Paper Review:
Summary:
Spark is a new computation model which is different from the mainstream MapReduce. It uses RDD, derived from DSM, so that the intermediate results could be stored in-memory to reduce the disk r/w overhead. With the lineage property of RDD, Spark doesn’t have to make disk checkpoints for the purpose of recovery since the lost data could be reconstructed with the existing RDD. Also, Spark is running on Mesos so it naturally extends some of the awesome features in Mesos like the optimal task assignment with delayed scheduling.
Strong points:
- Flexible in terms of languages that could be used in the driver, the cache option that enables users to trade off between the cost of storing and the speed of accessing data, and running on Mesos so that it could share hardware resources along with other frameworks.
- Delay scheduling and the almost optimal tasks assigning features from Mesos. Developers don’t have to worry about the underlying computation task distribution because it’s handled nicely by Mesos.
- RDD greatly reduces the read/write operations of the disk comparing to Hadoop. Also there are many other optimizations to avoid disk r/w like when a node is doing broadcasting, it checks whether the data is in it’s memory first. It’s safe to say that disk r/w operations is the bottleneck for Hadoop.
- From my understanding, Spark is a more general execution model than MapReduce. The operations written in Scala are user-defined and easy to copied around. It can run different tasks including MapReduce.
Weak points:
Most of the weak points are due to the lack of details of the paper.

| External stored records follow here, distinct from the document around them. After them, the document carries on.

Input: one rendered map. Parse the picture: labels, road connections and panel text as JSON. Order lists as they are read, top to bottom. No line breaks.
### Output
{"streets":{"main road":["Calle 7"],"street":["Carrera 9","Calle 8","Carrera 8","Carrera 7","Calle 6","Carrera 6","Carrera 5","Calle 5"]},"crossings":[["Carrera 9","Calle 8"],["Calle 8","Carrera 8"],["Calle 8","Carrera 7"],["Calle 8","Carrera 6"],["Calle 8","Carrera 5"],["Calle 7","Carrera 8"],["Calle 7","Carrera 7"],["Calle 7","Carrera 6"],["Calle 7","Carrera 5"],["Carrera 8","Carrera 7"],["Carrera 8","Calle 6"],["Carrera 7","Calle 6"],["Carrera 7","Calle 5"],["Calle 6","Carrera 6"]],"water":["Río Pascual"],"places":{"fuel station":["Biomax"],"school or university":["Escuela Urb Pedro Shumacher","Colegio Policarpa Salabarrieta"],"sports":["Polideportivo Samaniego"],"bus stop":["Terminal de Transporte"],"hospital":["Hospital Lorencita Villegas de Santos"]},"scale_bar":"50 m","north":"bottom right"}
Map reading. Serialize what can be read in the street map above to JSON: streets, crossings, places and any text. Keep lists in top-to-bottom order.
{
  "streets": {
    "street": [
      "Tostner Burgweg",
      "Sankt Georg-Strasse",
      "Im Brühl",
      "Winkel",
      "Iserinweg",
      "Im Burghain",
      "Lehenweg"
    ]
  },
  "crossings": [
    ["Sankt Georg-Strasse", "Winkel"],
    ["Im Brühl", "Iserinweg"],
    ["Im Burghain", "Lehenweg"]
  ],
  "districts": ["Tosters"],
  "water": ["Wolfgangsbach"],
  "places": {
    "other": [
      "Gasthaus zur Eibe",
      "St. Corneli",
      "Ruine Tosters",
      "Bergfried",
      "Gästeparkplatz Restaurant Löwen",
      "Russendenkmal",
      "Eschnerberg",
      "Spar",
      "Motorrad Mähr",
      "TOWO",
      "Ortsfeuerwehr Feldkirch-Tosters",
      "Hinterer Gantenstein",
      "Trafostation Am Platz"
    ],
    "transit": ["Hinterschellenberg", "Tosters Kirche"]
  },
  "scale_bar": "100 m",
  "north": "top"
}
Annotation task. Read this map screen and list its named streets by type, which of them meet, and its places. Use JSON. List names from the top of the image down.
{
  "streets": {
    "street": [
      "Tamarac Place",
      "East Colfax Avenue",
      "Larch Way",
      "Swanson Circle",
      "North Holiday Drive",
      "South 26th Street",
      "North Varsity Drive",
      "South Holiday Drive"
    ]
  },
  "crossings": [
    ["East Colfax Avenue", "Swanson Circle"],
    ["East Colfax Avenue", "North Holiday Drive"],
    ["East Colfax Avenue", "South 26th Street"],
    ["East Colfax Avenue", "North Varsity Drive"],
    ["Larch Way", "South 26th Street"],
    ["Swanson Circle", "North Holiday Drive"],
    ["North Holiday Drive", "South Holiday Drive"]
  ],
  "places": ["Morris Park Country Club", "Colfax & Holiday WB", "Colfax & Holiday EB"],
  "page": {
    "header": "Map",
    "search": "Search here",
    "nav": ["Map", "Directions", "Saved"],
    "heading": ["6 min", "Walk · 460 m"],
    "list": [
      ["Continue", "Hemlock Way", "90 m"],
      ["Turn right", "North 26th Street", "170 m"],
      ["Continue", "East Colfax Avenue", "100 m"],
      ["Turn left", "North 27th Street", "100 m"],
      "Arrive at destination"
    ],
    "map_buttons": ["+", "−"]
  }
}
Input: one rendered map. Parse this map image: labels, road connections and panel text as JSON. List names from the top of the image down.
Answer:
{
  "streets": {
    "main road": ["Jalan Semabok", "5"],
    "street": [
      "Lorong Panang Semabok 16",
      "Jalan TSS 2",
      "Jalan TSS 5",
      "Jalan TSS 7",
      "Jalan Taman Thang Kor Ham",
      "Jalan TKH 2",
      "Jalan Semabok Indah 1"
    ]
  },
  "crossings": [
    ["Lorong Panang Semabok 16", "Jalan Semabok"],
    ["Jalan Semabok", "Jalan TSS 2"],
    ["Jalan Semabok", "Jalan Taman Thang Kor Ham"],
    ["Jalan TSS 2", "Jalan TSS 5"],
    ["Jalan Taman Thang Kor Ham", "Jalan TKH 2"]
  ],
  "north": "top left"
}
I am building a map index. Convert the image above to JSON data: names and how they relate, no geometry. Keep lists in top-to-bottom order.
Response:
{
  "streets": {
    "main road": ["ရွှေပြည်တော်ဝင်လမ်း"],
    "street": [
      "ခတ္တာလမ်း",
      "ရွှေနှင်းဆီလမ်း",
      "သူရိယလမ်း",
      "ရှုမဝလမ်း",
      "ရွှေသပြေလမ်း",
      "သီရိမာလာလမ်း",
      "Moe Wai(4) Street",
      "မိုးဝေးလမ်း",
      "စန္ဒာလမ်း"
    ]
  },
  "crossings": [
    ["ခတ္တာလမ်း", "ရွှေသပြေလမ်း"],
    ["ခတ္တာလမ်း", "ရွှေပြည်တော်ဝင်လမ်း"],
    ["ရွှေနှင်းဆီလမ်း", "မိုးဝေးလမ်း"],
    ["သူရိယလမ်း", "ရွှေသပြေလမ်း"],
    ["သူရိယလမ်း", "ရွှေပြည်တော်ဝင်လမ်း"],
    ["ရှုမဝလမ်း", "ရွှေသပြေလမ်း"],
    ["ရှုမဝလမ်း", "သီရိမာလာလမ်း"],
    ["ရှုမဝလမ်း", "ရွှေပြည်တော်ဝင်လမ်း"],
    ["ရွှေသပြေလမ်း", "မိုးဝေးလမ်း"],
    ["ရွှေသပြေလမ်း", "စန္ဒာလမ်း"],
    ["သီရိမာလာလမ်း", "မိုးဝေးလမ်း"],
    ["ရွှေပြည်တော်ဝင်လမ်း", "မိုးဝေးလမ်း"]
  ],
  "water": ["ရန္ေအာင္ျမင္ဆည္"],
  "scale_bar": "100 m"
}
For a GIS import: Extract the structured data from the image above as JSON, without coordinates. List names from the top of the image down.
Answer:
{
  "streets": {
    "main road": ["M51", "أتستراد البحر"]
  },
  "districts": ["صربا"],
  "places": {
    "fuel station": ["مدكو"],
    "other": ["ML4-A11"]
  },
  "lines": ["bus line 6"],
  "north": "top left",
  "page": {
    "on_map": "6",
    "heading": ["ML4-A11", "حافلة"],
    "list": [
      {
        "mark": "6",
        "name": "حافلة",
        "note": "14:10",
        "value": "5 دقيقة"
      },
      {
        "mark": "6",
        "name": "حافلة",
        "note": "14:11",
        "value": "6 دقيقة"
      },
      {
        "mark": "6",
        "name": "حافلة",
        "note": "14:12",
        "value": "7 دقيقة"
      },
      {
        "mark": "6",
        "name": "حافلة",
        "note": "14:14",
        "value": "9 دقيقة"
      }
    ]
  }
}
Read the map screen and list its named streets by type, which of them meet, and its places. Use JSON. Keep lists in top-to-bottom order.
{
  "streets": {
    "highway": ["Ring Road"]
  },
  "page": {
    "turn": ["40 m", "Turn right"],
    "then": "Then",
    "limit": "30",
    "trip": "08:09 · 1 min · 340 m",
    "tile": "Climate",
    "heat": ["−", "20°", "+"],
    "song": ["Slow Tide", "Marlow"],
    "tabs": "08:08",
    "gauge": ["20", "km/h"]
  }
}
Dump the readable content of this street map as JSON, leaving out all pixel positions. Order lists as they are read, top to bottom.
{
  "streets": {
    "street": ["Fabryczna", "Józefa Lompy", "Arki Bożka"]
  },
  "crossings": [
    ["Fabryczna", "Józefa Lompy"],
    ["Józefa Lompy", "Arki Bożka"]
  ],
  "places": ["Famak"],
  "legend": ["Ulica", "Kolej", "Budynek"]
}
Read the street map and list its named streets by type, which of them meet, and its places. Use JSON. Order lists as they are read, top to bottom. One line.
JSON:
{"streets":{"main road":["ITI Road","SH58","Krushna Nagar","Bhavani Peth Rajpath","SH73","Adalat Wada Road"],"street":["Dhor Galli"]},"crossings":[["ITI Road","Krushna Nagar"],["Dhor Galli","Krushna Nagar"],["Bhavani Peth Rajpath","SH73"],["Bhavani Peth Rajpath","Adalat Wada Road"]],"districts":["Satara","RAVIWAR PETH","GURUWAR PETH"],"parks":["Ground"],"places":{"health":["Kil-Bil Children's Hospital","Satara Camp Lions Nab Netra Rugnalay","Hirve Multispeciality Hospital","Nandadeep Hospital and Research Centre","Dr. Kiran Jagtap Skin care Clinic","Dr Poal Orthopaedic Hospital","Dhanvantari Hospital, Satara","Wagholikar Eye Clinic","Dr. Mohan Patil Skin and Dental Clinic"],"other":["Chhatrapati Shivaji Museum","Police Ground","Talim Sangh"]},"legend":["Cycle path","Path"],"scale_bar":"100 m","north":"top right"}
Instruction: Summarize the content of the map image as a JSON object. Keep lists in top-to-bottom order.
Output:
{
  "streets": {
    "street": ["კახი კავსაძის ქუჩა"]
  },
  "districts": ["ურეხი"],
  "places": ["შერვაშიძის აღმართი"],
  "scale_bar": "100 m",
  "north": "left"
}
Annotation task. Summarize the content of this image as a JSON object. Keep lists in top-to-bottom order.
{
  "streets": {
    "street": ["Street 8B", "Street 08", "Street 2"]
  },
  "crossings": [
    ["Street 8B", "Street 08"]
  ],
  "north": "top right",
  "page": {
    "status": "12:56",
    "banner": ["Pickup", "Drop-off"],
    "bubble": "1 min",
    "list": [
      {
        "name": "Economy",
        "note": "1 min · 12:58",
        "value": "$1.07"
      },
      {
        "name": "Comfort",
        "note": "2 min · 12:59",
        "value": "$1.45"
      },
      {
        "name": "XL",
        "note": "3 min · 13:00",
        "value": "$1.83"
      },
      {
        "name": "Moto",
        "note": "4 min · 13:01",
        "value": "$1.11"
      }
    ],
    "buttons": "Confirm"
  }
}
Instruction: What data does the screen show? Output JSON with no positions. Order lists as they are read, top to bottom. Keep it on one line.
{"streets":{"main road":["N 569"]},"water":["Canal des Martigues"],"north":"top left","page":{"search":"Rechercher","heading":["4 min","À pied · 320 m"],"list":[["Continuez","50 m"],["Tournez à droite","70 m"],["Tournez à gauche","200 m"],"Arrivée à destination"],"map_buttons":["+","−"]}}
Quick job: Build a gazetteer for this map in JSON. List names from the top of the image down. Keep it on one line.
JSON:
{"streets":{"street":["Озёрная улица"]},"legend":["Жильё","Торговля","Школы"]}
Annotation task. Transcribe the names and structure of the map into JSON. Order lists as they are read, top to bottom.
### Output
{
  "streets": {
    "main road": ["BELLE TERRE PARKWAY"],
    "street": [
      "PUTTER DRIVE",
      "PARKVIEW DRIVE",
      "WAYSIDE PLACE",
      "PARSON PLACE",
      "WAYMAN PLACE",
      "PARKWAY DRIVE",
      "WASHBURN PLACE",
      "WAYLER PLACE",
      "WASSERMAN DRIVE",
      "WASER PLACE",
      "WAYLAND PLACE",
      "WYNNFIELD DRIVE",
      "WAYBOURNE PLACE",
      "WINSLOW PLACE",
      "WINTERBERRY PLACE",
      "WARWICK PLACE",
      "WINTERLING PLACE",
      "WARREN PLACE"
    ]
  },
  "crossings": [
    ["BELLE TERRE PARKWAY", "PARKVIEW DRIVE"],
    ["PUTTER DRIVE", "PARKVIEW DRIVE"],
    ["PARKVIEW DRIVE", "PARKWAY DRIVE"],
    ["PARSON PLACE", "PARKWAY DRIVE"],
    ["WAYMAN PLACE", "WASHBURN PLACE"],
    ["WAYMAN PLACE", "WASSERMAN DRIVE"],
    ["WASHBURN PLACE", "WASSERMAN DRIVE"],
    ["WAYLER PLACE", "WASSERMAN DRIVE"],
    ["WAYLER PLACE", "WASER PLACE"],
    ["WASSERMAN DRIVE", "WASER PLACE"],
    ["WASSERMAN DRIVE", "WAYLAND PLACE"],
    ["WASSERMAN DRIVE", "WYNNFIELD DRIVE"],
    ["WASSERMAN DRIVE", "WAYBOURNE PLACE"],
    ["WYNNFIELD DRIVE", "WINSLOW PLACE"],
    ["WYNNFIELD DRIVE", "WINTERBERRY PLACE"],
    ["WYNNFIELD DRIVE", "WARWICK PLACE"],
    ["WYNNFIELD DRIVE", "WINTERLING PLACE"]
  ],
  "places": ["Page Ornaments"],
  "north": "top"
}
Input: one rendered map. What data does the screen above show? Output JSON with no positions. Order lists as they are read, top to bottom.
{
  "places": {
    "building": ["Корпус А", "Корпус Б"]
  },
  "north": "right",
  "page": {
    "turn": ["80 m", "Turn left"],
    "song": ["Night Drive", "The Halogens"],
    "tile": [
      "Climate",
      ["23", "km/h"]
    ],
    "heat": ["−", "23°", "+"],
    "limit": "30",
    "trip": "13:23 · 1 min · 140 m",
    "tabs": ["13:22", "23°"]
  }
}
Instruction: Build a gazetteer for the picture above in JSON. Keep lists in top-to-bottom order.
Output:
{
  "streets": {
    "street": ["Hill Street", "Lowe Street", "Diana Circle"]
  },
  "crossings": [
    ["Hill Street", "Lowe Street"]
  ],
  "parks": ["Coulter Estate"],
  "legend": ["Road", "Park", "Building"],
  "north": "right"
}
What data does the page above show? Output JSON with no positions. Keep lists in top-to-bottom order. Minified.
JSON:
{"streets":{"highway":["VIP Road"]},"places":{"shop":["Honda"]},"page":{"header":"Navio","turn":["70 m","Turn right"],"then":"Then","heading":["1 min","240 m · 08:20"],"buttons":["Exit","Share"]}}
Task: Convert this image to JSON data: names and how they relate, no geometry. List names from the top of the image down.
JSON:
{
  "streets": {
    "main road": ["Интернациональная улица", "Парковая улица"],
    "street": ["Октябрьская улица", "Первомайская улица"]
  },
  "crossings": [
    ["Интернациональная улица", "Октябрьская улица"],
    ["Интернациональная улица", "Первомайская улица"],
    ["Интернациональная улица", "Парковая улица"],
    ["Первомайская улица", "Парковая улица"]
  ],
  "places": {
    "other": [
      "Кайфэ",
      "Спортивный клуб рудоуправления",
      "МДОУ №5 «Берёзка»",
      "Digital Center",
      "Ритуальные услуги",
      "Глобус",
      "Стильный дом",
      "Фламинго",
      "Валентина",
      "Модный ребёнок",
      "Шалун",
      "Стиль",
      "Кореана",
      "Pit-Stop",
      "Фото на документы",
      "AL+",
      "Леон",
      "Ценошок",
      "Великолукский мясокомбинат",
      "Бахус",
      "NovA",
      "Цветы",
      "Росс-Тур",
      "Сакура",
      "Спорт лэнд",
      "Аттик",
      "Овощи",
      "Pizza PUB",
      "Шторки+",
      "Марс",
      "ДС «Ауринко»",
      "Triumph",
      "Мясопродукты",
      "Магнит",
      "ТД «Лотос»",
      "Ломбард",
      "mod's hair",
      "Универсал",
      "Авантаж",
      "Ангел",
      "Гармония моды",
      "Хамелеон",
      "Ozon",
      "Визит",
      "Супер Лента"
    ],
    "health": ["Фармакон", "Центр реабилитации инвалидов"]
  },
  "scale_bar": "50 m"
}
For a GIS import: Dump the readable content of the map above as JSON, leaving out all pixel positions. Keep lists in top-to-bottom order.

- Choosing Scala over Java, or some other languages in implementing Spark is interesting. It’s discussed by the first author himself on Quora: Why is Apache Spark implemented in Scala. I’ll say that Spark is still in a performance-critical layer and applications will be built on it. Using Scala might lead to worse performance comparing to Java implementation and so it was showed in the results section in the paper. Spark was running slower than Hadoop without iterations.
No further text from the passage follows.